(Q1)障害児通所支援において、支援提供時間帯を通じて保護者等が支援場面をマジックミラー越しやモニターで視聴している場合、その場で相談援助等を行わないことは認められていますか?(Q2)子育てサポート加算に関して、保護者が支援場面を視聴する際に必要な対応や留意点は何ですか?
(A1)いいえ。その場で相談援助等を行わず、支援終了後にまとめて相談援助を行う形では、子育てサポート加算は算定できません。
こども家庭庁のQ&Aでは、保護者がマジックミラー越しやモニターで支援場面を見ている場合でも、支援中の子どもの様子を踏まえながら、別の従業者が保護者に対して相談援助等を同時並行で行うことが求められています。支援が終わってからまとめて説明するだけでは不可です。
例えば、子どもが活動中に強いこだわりを示した場面を保護者がモニターで見ているときに、別の職員が「今はこういう理由でこの関わり方をしています」「ご家庭ではこのように声かけするとよいです」などと、その場で説明・助言するイメージです。
なお、原則として保護者は支援提供時間帯を通じて支援場面を観察・参加することが基本ですが、支援時間が長い場合は、あらかじめ保護者と相談援助を行う場面を調整し、計画的に実施することも認められています。この場合でも、相談援助等の時間は30分以上確保する必要があります。
つまり、簡単に整理すると、
○ 算定可能
「モニター等で支援を観察しながら、その場で別職員から相談・助言を受ける」
× 算定不可
「モニターで支援を見るだけ → 支援終了後にまとめて説明・相談を受ける」
という違いです。
この取扱いは、子育てサポート加算についての令和6年度障害児支援Q&A VOL.6 問1で明確に示されています。

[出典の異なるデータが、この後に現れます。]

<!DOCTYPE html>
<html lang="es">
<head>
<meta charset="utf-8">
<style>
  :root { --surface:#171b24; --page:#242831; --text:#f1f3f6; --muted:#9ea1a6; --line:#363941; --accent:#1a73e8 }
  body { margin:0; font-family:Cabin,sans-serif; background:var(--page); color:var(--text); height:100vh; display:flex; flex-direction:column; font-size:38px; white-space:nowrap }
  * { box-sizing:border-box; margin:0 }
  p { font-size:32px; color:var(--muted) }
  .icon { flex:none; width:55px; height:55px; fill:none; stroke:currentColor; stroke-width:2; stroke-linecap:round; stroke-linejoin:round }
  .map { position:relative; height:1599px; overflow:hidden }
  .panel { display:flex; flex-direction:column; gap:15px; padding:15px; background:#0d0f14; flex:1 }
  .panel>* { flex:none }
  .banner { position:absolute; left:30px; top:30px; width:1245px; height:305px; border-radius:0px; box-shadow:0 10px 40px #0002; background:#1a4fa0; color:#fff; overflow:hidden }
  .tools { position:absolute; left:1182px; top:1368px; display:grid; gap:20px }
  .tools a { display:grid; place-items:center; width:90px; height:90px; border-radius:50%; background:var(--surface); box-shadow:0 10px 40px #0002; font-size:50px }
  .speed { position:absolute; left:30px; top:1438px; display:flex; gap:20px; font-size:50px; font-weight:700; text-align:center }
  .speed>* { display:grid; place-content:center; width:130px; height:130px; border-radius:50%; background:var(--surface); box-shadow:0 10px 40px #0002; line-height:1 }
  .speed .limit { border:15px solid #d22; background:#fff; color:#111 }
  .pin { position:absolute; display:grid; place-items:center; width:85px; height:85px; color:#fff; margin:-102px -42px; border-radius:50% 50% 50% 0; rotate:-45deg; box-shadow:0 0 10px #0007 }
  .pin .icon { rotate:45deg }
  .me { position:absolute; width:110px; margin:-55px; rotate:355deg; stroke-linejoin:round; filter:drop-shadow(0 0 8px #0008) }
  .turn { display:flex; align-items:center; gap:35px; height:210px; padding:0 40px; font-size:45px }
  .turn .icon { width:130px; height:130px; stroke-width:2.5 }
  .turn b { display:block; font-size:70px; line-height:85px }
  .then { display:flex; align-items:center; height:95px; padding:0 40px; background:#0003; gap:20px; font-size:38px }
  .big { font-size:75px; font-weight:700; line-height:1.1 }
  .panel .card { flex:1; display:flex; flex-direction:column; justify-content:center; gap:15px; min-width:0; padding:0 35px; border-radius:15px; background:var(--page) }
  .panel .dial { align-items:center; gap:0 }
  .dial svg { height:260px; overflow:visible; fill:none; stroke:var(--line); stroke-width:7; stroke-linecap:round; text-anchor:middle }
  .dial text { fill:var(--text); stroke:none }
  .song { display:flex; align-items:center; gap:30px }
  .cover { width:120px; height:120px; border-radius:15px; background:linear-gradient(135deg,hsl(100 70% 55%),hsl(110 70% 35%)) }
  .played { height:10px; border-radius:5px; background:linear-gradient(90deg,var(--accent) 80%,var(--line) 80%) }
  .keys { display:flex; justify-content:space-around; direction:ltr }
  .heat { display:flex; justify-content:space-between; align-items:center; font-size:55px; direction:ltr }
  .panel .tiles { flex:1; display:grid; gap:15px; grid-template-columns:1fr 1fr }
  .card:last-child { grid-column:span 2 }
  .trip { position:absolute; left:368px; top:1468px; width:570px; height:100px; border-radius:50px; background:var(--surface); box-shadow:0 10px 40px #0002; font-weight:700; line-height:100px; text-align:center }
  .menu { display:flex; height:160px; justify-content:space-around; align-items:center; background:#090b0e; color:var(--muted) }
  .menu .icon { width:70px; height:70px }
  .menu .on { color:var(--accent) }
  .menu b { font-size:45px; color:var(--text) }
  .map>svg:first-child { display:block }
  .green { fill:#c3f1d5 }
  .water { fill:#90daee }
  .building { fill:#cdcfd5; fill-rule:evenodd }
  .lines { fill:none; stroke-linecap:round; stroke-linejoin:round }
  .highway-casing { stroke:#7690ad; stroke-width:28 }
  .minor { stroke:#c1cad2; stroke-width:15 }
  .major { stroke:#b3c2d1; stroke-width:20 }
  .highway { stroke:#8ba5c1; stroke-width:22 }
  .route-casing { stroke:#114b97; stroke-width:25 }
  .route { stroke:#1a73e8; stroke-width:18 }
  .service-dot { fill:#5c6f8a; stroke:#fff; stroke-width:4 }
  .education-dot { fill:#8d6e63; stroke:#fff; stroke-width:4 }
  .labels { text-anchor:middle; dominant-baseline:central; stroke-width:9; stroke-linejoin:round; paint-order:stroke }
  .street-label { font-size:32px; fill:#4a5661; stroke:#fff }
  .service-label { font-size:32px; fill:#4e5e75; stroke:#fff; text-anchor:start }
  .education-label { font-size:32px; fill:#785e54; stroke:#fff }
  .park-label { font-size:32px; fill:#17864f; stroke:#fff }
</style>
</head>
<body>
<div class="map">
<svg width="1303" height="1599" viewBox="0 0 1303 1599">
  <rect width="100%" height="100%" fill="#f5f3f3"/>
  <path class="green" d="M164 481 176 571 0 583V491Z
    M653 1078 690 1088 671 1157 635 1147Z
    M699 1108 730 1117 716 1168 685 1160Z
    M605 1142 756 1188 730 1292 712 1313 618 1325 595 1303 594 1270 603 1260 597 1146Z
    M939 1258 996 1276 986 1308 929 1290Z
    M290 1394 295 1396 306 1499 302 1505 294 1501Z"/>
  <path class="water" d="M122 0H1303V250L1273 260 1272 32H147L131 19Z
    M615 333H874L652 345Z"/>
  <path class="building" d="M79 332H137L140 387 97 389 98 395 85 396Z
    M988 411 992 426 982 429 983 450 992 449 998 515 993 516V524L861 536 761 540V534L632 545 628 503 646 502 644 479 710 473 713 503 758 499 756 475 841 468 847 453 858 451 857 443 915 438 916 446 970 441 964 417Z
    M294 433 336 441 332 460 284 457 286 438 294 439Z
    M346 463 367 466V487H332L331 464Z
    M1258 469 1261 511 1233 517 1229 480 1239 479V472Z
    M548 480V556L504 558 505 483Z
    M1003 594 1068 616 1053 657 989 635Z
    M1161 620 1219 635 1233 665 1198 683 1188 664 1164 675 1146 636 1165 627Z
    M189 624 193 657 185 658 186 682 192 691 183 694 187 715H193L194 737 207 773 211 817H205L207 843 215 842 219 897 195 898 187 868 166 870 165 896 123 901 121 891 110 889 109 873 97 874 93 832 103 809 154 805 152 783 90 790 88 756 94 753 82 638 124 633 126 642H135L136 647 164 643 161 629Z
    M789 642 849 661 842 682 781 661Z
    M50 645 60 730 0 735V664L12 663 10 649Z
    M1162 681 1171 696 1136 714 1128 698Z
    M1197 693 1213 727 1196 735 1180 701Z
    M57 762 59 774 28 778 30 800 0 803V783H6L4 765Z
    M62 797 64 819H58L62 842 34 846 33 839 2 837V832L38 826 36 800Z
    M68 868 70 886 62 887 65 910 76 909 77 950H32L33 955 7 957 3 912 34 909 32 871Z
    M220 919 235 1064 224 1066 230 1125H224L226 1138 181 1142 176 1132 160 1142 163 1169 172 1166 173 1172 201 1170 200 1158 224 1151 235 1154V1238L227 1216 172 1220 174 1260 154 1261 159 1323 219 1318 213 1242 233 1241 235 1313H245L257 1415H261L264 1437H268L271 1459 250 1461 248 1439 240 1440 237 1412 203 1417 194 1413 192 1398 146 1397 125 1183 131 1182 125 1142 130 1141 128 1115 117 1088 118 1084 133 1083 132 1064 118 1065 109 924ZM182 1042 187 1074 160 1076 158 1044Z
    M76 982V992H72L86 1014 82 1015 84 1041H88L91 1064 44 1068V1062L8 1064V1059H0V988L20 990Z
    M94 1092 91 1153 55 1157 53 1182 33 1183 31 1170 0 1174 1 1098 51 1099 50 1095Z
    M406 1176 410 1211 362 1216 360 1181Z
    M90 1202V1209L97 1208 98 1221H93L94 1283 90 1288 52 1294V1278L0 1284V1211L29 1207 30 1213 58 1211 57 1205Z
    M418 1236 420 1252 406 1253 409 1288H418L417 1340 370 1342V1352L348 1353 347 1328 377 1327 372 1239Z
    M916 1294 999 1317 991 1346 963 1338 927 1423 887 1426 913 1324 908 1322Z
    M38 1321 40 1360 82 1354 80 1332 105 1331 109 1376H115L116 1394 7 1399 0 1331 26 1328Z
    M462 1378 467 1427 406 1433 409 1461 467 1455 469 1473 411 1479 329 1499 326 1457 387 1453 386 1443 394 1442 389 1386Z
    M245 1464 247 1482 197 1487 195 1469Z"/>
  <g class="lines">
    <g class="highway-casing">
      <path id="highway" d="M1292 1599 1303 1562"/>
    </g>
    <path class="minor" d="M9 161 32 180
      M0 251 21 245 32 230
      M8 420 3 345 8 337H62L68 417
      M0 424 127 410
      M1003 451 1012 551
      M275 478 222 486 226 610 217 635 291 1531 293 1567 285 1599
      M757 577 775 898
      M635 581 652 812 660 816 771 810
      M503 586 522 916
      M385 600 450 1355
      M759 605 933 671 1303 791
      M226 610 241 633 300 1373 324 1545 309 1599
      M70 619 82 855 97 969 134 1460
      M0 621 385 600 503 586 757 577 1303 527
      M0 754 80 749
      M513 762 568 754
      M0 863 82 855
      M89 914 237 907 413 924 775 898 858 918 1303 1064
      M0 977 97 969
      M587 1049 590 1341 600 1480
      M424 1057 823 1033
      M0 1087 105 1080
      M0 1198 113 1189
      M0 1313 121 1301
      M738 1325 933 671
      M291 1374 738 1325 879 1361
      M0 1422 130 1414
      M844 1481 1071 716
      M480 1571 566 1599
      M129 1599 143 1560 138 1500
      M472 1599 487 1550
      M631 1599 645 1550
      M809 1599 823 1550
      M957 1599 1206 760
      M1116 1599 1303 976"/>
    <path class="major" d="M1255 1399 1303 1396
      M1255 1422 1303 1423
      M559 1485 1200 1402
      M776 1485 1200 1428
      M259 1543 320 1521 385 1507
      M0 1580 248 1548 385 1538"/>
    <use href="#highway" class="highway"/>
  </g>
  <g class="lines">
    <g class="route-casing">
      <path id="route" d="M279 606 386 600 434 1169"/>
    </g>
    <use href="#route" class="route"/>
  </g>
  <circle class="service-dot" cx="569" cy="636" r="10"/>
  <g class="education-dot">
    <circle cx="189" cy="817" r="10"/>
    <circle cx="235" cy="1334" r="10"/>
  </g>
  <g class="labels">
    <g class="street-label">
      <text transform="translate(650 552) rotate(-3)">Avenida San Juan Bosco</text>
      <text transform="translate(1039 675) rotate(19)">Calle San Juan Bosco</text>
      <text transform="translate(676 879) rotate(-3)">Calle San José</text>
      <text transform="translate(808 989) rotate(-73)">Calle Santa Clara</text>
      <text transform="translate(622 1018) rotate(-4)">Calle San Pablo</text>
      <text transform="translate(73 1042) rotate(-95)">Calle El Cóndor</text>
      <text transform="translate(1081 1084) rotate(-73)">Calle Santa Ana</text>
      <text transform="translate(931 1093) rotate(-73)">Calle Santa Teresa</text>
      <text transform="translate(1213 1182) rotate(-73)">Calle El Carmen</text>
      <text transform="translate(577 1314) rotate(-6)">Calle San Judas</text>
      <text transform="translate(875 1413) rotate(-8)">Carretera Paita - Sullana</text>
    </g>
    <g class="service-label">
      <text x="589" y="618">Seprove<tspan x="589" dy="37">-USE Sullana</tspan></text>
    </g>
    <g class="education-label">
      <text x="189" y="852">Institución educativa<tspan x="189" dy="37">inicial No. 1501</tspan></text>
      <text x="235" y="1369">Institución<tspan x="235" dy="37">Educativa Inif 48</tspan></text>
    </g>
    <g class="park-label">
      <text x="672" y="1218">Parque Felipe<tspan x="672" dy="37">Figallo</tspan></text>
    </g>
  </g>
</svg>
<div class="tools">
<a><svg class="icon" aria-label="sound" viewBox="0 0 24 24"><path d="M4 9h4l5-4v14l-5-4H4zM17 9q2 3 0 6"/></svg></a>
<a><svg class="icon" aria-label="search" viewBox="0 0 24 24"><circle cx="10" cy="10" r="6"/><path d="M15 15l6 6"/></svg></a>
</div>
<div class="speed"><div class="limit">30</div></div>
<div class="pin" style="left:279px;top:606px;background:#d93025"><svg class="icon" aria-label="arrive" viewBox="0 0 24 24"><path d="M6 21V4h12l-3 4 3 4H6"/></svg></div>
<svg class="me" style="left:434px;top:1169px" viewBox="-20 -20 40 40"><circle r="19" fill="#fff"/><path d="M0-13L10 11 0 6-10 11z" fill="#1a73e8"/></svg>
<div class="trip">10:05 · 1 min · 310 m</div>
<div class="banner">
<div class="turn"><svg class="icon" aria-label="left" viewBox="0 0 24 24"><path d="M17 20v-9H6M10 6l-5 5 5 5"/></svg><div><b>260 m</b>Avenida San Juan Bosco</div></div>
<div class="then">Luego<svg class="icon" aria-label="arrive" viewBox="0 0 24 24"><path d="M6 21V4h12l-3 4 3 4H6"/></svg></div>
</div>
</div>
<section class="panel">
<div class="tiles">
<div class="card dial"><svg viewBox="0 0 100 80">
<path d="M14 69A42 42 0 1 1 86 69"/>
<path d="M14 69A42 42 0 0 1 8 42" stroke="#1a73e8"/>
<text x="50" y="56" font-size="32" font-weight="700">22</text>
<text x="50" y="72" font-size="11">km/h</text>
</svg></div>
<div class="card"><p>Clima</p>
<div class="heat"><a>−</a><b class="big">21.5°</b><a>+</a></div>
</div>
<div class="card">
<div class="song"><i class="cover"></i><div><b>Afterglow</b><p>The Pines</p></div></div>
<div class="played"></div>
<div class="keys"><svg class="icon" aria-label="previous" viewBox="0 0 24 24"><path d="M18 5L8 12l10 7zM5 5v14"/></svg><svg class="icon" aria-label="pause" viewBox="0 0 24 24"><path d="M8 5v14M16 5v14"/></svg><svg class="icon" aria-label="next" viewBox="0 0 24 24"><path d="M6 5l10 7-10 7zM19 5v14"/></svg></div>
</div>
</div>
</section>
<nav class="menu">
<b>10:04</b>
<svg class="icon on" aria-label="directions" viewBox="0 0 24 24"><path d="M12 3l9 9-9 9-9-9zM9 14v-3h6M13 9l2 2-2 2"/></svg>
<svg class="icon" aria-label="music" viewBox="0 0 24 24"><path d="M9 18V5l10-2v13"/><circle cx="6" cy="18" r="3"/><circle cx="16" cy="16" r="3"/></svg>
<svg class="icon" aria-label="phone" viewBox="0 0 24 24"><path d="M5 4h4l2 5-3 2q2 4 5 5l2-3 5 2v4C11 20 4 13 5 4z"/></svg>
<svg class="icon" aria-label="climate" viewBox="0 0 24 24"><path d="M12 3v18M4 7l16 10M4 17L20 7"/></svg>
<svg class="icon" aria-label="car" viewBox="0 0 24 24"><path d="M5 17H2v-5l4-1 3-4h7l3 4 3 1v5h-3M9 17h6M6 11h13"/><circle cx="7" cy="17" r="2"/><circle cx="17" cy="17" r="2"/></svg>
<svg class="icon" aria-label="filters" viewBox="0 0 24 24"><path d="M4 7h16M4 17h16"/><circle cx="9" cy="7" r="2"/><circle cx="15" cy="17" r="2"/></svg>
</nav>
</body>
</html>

(A2)はい。子育てサポート加算で保護者が支援場面を視聴する場合は、単に「見てもらう」だけでは足りず、支援場面を見ながら、その場で相談援助を行うことが重要です。
基本的には、保護者が子どもの支援場面を直接観察したり、支援に参加したりしながら、支援者と一緒に「この子にはどんな特性があるのか」「どのような関わり方が効果的なのか」を理解していくことが求められています。
特に、子どもの状態などから保護者が支援室に直接入ることが難しい場合は、マジックミラー越しやモニターで支援場面を視聴する方法でも構いません。ただし、その場合でも、子どもに直接支援している職員とは別の職員が、保護者に対して支援場面を見ながら同時並行で説明・相談援助を行う必要があります。支援が全部終わってからまとめて説明するだけでは算定できません。
また、原則は支援提供時間帯を通じて保護者が支援場面を観察することですが、支援時間が長い場合は、あらかじめ保護者と「どの活動場面を一緒に見るか」を調整して、計画的に実施しても差し支えありません。その場合でも、相談援助等の取組は30分以上確保する必要があります。
さらに、オンラインのライブ配信などで、保護者が自宅から遠隔で支援場面を見る方法は、現在のQ&Aでは子育てサポート加算の算定対象にはなりません。この加算は、家族と支援者が実際の支援場面を通じて協働することを重視しているためです。
相談援助については、児童発達支援管理責任者が担当することも認められています。また、相談援助は単に支援内容を一方的に説明するだけではなく、その子どもと家族の状況に応じて個別に説明し、相談に応じることが必要です。複数世帯を同時に支援する場合も、個別対応ができる体制が必要で、従業者1人が同時に相談援助するのは最大5世帯程度が基本とされています。
そして実施後は、支援場面の観察・参加を行った日時、相談援助を行った日時、その内容の要点を児童・家族ごとに記録しておく必要があります。
簡単にいうと、「保護者に支援を見せるだけ」ではなく、「支援を見てもらいながら、その場で子どもの特性や関わり方を具体的に説明・相談し、家庭での養育にも活かせるようにする」ことが子育てサポート加算のポイントです。